Baselitz’s father was a member of the Nazi party, and the artist grew up in East Germany within a Communist system that demanded total acquiescence to the state. This he rejected, as he did pretty much everything else. When his art-school teachers ordered him to paint in a strictly figurative social realist style, he refused – and was expelled for being “politically immature”.

 

Moving to West Germany did nothing to quell his belligerence. While the post-war art world was in awe of American abstract artists, Baselitz sought a third way, using both figuration and abstraction. The result was his 1963 painting, The Big Night Down the Drain, which depicted graphic and unsettling subject-matter in thick, fleshy paint using putrid, muddy colors. Unsurprisingly, it was confiscated by the police on the grounds of “infringing on public morality”.

 

But Baselitz was not simply out to shock.
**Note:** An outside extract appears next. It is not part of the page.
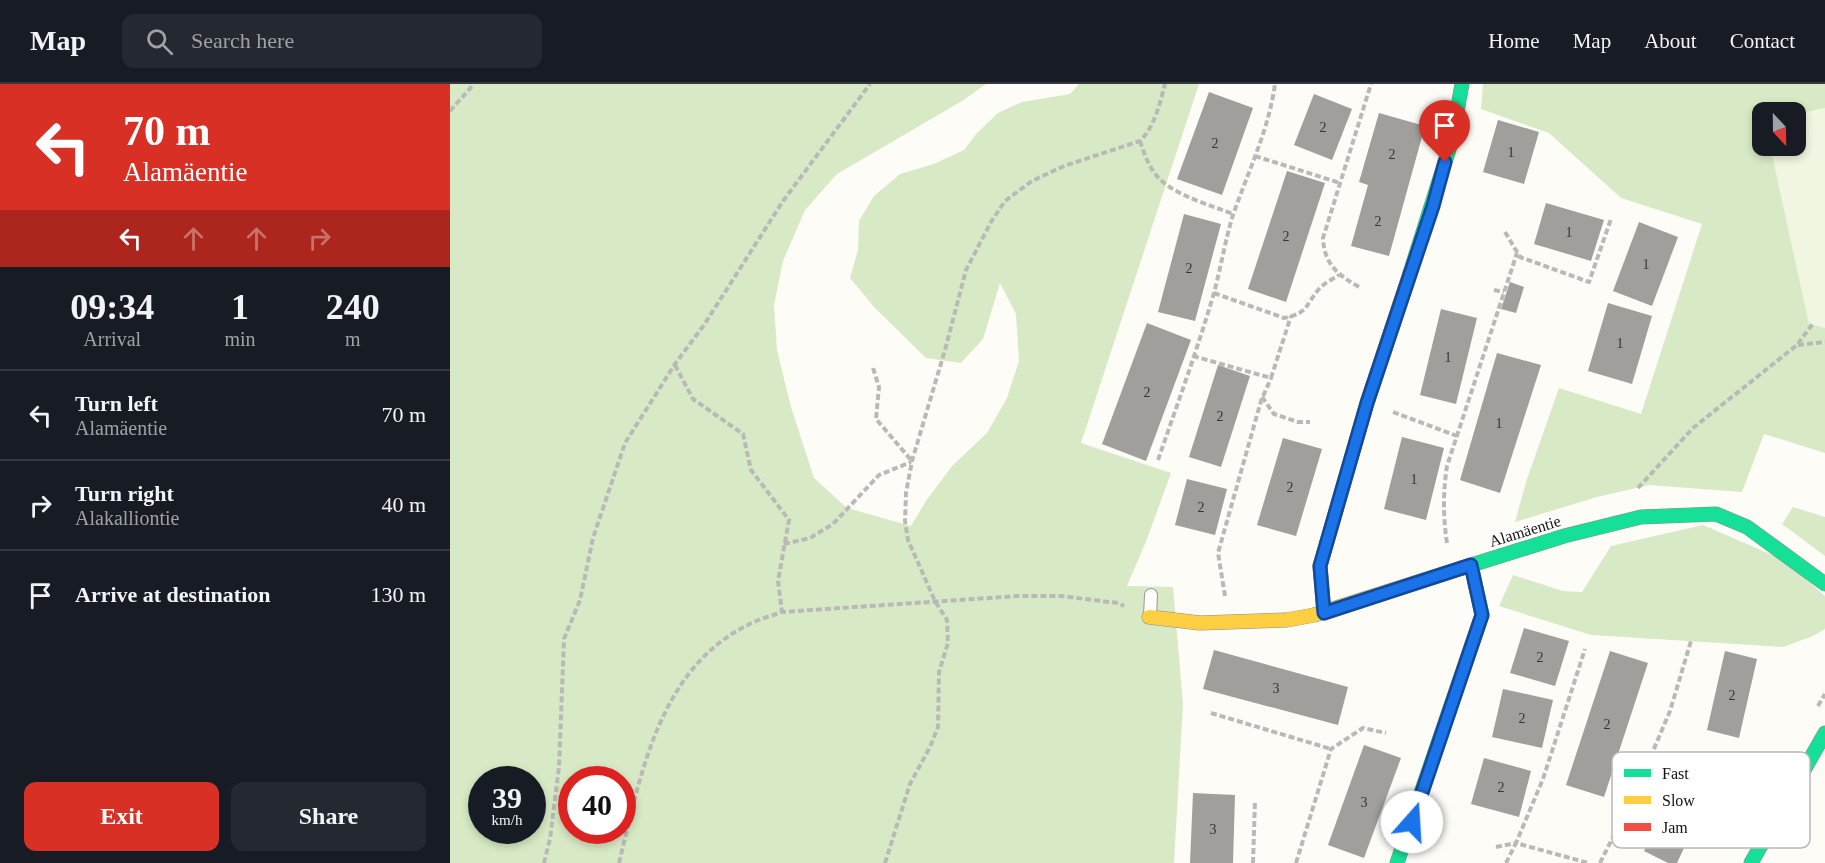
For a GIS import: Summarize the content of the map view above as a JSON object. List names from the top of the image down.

He wanted to shake Germany free from its amnesia about the recent past – so in his Heroes series he was even more explicit, depicting war-torn refugees and barefoot soldiers. The scale was epic but the paintings were grubby and bloody. “Why are my paintings ugly?” he comments. “Because I’m German.”

 

He gained further infamy when he began painting his pictures upside down, a literal interpretation of his need to upset the natural order. “What I admire about Baselitz’s later period work is his capacity to struggle against the ‘spirit of system’ that is a danger to most artists,” says Stéphane Aquin, chief curator at the Hirshhorn Museum in Washington, DC, who is organizing the artist’s retrospective. “He’s just been progressing with such ample strides and strength and power of conviction.” Baselitz’s public pronouncements have often matched his artwork in terms of stridency and impoliteness. “I was born into a destroyed order,” as Baselitz points out, “and I didn’t want to reestablish an order.”

 

Georg Baselitz, Bayeler Fondation, Basel, until April 28, and Hisshhorn Museum and Scultpure Garden, June 21 – Sept16, 2018

 

Your address: The St. Regis Washington, DC

Charles Duprat_300dpi


Georg Baselitz

(Photo: Charles Duprat)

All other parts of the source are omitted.